Existe en Africa Occidental un pequeño país, Guinea Bissau,
de poco más de 36.000 km 2 y una población de 1.300.000
personas. En Junio de este año se produjo un golpe
de Estado como consecuencia del cual se generó un conflicto
bélico en el que participan también Senegal y la República
de Guinea. Como consecuencia de esta situación 200.000 de
las 300.000 personas que vivían en la capital del país,
Bissau, se vieron obligados a evacuarla y permanecen alojados
en campos de refugiados en condiciones infrahumanas de vida.
Para todas estas personas la crisis financiera mundial
no ha tenido la menor incidencia en sus vidas. Con crisis
o sin crisis su destino no hubiera cambiado. Seguramente
algo parecido podría decirse en relación al drama que se
vive en Kosovo, en pleno hemisferio del Primer Mundo.
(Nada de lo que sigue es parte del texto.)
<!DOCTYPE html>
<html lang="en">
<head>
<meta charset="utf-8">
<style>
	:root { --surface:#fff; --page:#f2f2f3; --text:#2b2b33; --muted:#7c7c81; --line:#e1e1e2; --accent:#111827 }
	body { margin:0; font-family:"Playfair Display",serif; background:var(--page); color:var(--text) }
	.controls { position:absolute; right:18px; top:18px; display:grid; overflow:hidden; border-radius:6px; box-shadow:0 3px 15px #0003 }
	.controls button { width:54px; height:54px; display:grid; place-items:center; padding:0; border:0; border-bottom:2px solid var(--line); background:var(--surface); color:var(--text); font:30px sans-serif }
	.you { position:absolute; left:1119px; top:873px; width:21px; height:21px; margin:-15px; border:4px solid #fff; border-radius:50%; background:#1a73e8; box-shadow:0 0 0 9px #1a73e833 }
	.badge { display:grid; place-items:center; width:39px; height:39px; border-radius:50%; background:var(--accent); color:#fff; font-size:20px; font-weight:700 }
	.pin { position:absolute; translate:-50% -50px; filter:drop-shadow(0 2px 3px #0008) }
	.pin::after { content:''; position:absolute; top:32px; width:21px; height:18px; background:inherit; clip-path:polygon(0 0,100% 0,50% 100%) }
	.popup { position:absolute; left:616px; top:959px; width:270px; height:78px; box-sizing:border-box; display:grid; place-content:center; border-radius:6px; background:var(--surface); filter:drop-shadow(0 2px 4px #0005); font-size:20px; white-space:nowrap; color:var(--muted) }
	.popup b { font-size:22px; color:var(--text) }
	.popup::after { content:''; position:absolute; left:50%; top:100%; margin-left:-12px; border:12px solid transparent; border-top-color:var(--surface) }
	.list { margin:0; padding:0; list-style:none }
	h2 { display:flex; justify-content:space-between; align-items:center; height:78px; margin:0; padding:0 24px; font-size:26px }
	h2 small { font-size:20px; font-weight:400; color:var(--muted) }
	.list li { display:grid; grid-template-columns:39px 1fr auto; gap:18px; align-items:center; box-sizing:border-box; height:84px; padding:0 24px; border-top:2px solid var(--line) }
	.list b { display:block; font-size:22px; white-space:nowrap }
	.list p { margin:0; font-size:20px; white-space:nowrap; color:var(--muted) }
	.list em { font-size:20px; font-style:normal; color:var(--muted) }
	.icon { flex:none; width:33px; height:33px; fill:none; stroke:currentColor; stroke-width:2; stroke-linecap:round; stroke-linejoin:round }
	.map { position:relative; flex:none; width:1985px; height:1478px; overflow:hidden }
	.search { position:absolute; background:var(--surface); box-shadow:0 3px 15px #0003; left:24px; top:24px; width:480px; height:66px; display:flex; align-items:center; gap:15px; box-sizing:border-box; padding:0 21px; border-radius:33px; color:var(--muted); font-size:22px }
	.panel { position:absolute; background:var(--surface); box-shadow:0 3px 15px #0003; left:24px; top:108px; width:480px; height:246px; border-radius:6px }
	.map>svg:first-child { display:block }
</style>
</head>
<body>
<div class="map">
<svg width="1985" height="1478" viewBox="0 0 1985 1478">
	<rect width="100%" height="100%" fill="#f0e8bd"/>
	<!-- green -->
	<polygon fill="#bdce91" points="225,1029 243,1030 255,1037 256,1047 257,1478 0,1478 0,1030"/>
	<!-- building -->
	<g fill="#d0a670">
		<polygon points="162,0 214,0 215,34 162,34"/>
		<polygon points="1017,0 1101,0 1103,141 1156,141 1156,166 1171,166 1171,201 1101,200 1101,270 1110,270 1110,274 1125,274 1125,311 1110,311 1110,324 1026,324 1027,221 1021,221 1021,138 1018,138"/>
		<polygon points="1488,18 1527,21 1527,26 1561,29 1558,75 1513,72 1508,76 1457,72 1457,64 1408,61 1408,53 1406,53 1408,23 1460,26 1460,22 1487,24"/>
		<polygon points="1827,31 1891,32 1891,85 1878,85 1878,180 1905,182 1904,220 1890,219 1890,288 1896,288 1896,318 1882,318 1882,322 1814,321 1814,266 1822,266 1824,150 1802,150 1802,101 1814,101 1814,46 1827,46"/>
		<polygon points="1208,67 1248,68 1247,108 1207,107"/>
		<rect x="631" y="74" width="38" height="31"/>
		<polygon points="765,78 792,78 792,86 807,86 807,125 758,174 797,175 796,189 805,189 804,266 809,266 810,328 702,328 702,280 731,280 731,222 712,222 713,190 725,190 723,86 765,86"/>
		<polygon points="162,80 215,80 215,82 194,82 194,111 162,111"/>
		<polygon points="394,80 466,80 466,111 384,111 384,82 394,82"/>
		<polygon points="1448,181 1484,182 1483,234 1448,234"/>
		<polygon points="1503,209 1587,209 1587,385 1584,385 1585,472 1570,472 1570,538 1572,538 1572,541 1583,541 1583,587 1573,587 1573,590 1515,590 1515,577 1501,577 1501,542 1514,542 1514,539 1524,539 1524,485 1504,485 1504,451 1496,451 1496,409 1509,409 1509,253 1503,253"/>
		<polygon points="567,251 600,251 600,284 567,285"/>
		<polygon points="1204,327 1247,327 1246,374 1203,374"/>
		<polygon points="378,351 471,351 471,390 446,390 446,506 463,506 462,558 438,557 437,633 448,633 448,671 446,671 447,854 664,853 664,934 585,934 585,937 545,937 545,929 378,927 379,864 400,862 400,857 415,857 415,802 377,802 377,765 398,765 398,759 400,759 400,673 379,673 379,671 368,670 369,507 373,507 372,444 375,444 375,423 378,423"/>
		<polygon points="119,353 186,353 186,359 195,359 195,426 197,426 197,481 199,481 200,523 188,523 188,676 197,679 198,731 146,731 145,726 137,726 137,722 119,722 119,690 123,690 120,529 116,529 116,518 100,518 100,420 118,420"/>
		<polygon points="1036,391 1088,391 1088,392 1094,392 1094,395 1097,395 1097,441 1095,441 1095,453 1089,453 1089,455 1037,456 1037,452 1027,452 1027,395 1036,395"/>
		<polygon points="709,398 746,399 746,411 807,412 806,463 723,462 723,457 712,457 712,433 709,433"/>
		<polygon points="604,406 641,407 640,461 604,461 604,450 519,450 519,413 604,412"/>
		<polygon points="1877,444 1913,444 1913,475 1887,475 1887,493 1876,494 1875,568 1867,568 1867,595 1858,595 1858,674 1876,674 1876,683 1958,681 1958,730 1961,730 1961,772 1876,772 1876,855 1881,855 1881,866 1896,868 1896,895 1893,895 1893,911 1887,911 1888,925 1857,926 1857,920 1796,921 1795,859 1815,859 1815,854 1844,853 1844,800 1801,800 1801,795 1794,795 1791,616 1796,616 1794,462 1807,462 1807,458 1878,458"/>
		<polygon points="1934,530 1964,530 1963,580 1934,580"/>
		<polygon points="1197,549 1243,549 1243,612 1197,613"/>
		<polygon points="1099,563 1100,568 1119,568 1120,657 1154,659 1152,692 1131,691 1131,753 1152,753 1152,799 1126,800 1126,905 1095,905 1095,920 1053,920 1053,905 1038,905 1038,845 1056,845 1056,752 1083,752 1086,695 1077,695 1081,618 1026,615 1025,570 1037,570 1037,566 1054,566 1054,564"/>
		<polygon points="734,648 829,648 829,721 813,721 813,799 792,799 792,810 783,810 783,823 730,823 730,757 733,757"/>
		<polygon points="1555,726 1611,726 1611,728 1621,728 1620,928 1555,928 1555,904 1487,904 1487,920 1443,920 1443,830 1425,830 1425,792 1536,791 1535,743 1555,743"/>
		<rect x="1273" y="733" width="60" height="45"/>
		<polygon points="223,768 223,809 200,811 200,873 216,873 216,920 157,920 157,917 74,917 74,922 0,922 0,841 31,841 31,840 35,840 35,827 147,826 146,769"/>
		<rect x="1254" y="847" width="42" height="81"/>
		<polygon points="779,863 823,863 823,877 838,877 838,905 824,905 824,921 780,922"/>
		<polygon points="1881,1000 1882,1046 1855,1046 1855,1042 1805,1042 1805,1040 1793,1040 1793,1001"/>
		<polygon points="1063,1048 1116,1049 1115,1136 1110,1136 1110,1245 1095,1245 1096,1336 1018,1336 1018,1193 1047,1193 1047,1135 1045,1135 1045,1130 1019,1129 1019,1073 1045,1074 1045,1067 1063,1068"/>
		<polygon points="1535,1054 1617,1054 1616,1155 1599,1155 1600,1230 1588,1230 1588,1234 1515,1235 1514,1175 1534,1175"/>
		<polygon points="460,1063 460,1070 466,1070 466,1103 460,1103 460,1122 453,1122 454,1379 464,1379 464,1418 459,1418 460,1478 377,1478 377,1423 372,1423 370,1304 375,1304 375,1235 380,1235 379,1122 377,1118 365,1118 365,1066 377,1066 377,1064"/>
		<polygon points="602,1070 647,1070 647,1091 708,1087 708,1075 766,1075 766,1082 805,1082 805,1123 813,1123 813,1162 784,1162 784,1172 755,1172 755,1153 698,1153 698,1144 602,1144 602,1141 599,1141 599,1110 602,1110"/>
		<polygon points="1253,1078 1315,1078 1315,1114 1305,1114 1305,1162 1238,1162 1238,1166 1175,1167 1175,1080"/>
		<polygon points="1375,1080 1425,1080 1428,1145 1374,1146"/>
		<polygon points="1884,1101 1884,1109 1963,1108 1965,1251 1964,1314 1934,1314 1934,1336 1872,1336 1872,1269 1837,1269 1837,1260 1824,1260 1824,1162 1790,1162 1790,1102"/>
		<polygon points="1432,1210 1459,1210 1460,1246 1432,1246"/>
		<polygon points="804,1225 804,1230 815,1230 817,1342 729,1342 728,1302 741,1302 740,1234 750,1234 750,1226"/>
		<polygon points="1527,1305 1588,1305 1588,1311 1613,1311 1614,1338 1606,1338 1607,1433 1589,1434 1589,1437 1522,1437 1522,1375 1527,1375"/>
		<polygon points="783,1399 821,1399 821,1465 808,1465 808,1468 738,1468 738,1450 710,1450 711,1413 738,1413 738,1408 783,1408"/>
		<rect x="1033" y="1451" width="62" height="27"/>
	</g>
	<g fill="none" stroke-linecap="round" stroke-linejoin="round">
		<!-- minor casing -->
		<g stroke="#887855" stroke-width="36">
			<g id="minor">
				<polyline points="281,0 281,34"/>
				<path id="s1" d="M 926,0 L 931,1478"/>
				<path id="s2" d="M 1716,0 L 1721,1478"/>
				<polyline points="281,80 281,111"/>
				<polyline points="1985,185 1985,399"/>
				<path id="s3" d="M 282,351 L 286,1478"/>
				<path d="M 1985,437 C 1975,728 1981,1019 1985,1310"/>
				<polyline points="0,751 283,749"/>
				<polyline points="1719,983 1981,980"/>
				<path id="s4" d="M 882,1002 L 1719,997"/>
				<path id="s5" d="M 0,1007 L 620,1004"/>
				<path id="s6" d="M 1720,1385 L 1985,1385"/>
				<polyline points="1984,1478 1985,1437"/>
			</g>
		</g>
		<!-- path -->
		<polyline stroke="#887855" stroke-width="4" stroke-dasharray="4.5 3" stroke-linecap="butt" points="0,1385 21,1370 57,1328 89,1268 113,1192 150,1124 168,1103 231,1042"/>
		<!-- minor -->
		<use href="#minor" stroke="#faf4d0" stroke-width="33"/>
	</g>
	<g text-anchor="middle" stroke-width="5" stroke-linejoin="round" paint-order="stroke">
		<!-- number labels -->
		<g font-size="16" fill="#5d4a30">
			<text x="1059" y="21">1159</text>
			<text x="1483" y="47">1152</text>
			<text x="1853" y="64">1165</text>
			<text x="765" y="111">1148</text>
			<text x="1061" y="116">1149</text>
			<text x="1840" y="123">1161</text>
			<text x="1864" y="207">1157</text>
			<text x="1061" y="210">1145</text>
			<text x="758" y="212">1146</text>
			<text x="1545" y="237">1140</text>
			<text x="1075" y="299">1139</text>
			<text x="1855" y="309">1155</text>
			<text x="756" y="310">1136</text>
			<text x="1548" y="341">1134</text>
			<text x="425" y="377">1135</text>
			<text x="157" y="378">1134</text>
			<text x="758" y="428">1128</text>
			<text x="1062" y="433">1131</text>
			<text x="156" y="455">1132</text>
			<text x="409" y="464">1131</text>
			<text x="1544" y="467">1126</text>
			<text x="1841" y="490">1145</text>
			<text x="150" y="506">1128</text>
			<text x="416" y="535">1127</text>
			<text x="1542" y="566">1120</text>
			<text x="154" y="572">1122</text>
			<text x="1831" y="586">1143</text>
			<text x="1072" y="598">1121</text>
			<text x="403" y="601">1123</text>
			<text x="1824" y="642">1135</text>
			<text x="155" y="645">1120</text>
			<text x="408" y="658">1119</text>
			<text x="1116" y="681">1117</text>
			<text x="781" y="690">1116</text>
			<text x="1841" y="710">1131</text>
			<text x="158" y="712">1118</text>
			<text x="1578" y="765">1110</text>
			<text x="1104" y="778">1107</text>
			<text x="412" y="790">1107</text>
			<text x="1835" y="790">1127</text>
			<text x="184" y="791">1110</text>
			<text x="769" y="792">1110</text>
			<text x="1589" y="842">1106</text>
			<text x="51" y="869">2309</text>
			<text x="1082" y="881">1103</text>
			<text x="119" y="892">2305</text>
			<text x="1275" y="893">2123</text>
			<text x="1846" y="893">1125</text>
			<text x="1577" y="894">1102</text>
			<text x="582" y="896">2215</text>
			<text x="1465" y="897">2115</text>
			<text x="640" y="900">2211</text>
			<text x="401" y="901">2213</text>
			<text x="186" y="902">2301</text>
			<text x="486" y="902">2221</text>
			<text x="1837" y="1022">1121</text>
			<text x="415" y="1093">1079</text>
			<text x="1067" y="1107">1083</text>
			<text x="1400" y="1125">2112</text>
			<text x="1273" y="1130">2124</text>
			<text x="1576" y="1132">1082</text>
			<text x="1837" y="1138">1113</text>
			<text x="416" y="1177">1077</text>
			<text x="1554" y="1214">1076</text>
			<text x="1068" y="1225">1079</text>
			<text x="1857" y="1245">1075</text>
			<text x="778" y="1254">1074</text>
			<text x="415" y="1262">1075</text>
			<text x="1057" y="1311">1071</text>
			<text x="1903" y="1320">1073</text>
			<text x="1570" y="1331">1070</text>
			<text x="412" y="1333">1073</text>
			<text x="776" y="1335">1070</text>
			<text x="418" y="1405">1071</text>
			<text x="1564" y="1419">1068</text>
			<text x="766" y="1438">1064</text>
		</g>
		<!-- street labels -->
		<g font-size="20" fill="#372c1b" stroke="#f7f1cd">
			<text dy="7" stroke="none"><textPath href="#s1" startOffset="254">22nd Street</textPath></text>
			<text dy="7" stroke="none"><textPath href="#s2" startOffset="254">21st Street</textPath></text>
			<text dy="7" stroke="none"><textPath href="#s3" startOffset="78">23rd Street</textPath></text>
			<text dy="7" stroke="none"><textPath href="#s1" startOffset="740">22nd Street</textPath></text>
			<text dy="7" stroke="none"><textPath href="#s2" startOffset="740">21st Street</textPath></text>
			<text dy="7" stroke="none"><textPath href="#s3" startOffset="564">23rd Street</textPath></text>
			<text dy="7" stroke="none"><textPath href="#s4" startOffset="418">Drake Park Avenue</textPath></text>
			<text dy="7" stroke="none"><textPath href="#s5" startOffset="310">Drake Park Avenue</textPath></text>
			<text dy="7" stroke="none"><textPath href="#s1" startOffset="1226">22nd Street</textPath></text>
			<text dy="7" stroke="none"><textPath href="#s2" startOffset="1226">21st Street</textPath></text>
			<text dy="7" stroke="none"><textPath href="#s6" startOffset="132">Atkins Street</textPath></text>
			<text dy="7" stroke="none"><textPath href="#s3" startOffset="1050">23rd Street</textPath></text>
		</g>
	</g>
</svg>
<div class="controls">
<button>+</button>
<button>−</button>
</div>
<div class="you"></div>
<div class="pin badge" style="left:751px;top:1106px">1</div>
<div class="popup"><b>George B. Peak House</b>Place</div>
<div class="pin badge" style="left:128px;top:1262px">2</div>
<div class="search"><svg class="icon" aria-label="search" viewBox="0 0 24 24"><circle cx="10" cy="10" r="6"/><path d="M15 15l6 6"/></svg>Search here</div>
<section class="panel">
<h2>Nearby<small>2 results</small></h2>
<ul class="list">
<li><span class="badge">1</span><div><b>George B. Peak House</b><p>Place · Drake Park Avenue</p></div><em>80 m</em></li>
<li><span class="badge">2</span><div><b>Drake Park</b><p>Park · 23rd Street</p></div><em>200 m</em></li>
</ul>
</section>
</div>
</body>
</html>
No muy diferente es la situación de un joven de 20 años,
desempleado que busca su primer empleo en cualquier barrio
del Gran Buenos Aires o de un campesino sin tierras en el
Noreste brasileño.
Es difícil encontrar alguna relación entre los problemas
de toda esta gente y la crisis financiera internacional
desatada en los últimos meses. Los 150 millones de desempleados
existentes en el mundo antes de la crisis son un dato inapelable,
aunque puede suponerse que después de la crisis este número
de desempleados será aún mucho mayor. Tampoco parece arriesgado
suponer que aún sin crisis este indicador aumentaría como
ha venido aumentando continuamente en los años anteriores
a esta crisis.
Esta pequeña introducción sólo sirve para intentar explicar
el lugar desde donde pretende escribirse este artículo.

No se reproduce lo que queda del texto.